## TASK MATERIAL
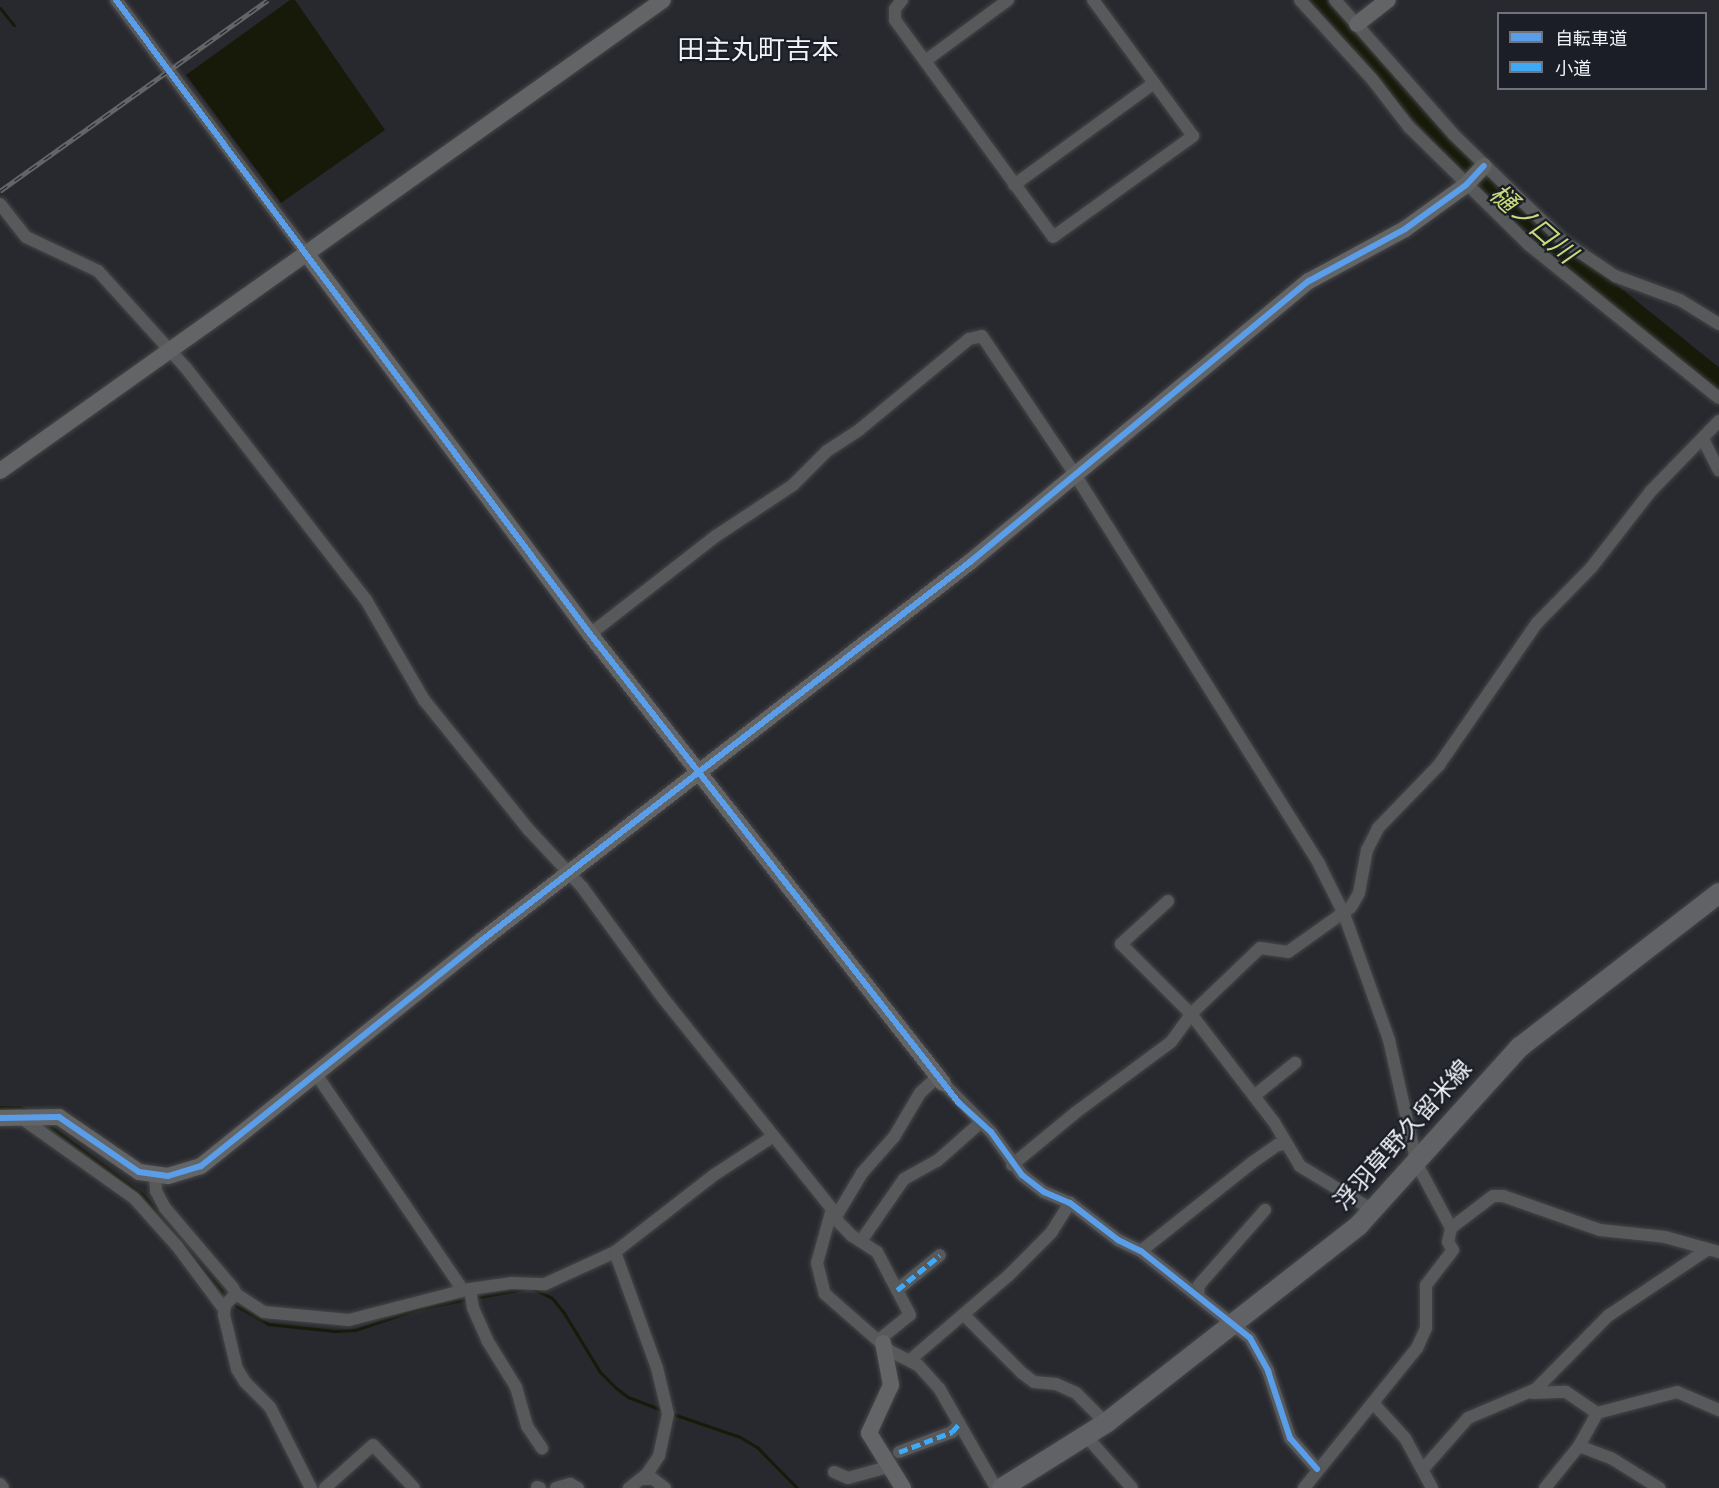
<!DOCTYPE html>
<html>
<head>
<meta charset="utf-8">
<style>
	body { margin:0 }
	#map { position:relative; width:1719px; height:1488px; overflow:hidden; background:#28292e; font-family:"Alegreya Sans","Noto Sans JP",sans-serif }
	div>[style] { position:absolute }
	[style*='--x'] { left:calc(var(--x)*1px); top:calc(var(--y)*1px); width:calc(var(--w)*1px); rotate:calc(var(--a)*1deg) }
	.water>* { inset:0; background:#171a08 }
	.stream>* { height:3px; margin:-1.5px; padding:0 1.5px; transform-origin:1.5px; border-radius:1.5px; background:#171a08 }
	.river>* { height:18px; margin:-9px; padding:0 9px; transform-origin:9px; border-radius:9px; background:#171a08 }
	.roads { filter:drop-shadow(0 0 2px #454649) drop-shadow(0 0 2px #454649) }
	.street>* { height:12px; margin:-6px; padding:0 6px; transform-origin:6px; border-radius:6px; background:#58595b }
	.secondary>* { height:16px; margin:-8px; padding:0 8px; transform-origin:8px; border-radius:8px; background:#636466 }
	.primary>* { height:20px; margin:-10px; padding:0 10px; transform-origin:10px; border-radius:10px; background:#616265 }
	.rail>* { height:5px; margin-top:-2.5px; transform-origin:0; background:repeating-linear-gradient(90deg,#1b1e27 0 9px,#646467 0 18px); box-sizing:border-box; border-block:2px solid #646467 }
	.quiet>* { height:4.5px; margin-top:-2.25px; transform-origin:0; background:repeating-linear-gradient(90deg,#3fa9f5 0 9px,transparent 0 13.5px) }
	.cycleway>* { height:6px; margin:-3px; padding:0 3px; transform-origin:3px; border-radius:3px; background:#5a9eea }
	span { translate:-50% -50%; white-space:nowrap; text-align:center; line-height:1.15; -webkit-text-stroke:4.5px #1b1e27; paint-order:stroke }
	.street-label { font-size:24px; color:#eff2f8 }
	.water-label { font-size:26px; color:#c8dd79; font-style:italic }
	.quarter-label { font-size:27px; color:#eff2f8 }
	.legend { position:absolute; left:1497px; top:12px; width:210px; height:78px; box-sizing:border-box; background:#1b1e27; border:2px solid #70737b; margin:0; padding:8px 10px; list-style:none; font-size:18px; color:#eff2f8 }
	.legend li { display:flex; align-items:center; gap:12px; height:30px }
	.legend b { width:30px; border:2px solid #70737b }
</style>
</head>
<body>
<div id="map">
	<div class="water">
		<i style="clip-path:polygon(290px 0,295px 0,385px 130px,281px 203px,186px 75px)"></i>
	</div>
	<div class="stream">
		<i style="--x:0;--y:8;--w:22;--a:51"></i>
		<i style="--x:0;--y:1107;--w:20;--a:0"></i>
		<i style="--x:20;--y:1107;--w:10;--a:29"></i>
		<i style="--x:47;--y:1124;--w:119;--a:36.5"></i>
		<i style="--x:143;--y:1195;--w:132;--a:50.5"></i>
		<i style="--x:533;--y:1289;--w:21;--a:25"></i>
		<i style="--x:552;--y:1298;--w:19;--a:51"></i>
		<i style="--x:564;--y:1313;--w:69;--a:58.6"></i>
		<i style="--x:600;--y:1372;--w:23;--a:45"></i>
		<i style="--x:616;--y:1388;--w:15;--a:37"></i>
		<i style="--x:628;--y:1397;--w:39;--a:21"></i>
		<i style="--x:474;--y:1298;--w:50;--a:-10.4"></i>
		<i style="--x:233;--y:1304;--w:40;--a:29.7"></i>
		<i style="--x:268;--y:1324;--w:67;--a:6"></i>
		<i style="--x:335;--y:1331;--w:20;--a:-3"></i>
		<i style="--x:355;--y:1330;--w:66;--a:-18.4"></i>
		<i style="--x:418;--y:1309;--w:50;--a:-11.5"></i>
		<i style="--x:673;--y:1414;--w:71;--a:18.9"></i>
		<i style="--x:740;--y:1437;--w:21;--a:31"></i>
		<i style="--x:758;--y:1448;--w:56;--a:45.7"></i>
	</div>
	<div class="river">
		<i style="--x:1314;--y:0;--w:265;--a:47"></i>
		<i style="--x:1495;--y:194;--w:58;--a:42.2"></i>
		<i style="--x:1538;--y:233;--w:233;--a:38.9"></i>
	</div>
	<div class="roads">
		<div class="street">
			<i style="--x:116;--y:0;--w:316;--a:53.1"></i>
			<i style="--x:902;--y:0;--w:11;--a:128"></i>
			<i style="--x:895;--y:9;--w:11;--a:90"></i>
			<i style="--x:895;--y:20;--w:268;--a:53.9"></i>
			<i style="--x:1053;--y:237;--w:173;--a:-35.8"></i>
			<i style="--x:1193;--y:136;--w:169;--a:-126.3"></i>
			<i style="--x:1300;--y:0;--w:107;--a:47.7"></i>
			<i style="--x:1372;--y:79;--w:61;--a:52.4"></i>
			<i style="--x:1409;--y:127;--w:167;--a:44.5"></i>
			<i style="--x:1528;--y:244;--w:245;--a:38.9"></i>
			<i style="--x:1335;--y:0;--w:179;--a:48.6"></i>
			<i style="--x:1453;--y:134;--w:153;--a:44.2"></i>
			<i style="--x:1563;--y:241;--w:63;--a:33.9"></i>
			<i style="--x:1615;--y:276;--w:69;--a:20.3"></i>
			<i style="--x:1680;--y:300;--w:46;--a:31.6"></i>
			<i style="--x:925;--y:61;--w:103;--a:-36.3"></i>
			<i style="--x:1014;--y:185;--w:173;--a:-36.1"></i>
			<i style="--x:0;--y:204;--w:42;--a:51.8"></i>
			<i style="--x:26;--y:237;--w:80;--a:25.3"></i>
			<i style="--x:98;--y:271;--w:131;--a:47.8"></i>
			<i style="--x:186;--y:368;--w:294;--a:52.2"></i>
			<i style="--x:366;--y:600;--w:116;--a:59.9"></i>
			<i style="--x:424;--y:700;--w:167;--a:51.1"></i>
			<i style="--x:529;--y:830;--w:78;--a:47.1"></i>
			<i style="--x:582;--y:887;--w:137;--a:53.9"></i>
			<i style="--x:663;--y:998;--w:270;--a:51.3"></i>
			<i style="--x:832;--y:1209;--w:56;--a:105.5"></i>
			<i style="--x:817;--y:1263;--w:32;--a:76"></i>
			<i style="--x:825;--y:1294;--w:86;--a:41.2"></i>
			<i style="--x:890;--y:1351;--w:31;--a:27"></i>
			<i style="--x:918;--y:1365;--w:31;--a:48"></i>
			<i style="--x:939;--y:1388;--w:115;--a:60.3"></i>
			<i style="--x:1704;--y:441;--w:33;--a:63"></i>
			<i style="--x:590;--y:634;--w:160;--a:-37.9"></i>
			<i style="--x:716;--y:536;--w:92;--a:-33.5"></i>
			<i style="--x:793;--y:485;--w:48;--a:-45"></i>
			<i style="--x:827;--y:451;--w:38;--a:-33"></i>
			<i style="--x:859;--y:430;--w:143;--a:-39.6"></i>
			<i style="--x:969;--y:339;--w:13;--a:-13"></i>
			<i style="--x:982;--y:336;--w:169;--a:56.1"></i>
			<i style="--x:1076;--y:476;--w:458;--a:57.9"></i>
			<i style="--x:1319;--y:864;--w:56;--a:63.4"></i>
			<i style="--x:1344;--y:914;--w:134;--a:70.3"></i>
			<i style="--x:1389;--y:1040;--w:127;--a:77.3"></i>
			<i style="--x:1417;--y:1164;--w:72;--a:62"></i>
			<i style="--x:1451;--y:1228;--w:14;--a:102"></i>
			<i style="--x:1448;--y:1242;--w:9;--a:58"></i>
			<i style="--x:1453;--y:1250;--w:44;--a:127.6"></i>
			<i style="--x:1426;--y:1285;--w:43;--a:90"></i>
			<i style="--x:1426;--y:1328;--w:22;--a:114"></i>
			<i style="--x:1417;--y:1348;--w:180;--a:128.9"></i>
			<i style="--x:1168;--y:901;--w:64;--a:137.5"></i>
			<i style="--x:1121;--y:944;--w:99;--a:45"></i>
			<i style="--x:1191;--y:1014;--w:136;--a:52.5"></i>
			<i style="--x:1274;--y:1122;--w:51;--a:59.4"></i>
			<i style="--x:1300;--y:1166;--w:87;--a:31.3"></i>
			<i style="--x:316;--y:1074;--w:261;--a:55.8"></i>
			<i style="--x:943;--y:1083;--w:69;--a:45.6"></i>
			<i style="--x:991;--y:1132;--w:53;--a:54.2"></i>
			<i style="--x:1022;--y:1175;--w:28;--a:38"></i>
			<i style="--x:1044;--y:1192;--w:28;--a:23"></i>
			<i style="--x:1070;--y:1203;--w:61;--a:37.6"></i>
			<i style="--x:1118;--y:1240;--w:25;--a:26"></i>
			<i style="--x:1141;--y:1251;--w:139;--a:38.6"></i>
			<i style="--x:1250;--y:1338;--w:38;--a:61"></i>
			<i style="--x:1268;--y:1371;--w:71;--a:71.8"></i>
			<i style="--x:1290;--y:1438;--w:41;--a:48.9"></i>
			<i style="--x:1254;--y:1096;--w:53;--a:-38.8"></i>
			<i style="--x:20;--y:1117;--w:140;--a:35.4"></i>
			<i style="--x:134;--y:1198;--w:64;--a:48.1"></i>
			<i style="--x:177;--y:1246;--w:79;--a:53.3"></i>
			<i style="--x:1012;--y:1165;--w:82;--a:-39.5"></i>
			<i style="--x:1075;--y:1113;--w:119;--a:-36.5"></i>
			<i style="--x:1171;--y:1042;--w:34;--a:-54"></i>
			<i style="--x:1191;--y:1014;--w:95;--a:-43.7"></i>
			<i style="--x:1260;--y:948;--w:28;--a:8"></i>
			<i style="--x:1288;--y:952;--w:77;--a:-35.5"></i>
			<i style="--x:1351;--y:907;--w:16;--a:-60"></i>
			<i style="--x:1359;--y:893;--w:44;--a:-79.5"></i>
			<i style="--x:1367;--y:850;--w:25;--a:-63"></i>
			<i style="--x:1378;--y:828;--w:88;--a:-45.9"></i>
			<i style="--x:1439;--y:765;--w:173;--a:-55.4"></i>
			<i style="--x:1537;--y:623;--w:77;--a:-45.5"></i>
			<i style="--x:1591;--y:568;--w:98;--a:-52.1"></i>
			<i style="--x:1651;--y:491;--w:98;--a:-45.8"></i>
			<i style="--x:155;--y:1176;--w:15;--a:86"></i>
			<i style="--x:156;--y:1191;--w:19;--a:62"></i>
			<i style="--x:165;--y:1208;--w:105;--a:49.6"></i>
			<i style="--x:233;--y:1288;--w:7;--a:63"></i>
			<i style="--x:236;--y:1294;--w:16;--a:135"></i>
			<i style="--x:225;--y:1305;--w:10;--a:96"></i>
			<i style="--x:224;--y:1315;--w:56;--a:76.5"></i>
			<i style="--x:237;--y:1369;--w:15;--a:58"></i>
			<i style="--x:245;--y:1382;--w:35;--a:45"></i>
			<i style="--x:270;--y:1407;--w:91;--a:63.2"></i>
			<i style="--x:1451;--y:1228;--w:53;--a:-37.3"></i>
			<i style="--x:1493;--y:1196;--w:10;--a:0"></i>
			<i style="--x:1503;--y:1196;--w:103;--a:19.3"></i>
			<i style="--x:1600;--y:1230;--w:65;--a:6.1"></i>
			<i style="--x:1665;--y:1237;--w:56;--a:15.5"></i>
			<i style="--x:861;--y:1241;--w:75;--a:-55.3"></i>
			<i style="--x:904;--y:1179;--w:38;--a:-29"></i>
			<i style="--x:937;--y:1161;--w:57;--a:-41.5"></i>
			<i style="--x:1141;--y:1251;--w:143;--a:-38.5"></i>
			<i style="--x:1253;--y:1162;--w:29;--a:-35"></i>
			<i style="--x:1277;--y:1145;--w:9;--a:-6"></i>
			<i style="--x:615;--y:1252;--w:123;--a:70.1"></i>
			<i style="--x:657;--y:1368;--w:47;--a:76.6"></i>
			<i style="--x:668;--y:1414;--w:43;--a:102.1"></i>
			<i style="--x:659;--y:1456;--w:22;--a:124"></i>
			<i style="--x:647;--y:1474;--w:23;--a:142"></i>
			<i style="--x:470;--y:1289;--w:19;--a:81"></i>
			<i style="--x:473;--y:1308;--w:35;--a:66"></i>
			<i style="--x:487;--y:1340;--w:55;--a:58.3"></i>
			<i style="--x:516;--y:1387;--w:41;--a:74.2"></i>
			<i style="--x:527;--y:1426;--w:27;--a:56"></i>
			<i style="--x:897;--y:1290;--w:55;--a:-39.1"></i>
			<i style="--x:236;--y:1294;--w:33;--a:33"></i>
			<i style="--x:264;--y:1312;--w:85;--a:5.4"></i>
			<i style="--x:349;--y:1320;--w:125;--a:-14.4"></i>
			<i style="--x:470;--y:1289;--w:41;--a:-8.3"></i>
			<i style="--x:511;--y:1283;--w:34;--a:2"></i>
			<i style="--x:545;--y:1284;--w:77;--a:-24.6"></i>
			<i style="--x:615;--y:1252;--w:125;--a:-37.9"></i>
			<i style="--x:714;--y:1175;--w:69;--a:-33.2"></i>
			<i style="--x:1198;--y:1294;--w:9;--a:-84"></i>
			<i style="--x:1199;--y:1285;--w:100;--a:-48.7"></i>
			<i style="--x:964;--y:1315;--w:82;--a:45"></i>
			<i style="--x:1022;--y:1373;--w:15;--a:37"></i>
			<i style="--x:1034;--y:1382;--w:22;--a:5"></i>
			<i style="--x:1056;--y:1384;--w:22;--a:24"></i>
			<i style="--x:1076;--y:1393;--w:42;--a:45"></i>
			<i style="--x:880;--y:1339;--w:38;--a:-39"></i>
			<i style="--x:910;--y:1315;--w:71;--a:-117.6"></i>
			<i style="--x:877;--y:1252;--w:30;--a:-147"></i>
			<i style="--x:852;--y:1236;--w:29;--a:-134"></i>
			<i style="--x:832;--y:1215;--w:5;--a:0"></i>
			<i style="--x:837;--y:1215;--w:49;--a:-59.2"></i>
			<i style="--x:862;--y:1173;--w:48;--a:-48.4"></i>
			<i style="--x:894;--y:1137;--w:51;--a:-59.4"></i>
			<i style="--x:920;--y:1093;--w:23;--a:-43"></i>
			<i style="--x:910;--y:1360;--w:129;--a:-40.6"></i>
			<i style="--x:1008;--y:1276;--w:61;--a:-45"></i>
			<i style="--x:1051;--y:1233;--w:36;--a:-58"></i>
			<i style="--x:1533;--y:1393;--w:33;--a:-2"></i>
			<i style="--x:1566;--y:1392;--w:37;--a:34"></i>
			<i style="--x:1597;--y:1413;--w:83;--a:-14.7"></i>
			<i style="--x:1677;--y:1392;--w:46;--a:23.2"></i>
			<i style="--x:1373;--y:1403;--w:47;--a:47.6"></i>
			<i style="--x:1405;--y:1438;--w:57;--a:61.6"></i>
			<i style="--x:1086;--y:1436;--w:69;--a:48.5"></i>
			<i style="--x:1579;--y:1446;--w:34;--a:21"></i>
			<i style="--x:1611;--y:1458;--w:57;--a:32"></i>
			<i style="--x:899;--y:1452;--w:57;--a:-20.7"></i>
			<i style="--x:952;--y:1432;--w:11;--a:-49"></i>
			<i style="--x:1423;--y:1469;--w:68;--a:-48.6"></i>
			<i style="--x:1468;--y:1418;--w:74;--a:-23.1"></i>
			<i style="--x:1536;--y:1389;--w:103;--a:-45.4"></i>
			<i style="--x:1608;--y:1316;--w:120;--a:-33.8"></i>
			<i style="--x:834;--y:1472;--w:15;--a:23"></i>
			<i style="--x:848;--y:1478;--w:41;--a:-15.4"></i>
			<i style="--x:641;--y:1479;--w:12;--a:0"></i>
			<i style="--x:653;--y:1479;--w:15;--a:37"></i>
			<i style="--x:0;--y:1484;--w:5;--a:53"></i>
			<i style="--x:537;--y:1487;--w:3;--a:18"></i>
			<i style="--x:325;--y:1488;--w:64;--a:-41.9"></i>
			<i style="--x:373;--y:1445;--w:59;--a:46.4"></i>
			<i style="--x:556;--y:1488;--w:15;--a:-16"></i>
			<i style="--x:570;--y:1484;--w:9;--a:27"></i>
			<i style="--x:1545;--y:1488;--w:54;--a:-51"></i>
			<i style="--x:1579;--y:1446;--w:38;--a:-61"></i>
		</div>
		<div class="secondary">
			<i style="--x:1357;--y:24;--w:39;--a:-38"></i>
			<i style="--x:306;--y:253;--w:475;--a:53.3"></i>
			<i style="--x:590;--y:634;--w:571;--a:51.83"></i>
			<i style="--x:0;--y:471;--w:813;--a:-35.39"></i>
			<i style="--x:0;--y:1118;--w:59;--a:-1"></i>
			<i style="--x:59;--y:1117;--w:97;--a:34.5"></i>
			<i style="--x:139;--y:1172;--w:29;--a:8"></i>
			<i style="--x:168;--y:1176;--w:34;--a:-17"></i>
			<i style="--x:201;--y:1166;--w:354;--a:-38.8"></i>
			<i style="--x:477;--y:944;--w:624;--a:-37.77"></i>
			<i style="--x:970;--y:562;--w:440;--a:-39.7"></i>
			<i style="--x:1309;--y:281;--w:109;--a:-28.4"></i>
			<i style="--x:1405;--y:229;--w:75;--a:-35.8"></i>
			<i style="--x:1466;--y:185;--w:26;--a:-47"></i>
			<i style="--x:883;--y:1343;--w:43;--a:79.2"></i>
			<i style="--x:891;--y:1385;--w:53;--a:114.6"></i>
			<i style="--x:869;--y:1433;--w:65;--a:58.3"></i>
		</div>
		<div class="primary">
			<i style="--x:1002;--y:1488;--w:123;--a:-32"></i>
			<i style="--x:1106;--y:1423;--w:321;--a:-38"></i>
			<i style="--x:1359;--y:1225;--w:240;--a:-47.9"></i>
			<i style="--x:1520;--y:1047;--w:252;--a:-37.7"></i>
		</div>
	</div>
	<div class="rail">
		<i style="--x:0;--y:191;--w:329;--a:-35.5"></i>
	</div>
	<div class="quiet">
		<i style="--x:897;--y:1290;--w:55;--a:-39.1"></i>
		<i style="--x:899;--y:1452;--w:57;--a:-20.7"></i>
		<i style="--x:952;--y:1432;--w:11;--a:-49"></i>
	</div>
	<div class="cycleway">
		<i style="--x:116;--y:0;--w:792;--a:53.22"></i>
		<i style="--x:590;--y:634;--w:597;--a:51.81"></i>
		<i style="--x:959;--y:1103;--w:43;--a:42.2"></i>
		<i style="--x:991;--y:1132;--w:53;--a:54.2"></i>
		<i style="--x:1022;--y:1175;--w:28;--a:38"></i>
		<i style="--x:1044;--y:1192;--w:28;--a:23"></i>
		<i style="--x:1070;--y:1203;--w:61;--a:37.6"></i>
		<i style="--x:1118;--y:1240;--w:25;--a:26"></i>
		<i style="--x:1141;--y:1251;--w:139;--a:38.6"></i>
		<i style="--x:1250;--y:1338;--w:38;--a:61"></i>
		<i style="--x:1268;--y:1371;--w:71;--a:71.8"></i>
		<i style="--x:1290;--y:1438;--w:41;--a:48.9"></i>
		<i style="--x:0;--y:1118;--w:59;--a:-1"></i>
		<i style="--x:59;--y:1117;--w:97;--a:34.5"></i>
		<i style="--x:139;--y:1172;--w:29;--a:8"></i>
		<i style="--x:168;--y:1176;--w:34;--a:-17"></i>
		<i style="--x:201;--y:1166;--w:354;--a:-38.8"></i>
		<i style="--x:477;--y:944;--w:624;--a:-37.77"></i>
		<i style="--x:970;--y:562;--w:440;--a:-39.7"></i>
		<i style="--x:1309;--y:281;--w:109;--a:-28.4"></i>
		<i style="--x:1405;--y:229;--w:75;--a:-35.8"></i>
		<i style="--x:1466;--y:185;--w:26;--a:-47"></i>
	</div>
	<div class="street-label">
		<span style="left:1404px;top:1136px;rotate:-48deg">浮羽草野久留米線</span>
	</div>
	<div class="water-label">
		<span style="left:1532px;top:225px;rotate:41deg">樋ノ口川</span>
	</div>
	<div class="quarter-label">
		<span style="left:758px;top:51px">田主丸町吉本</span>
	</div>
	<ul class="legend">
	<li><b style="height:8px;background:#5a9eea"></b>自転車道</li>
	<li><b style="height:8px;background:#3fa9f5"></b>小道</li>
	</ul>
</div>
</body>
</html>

## ASSIGNED TASK
From the data above, copy out every line with the string "stream" in it.

## WRITTEN SOLUTION
	.stream>* { height:3px; margin:-1.5px; padding:0 1.5px; transform-origin:1.5px; border-radius:1.5px; background:#171a08 }
	<div class="stream">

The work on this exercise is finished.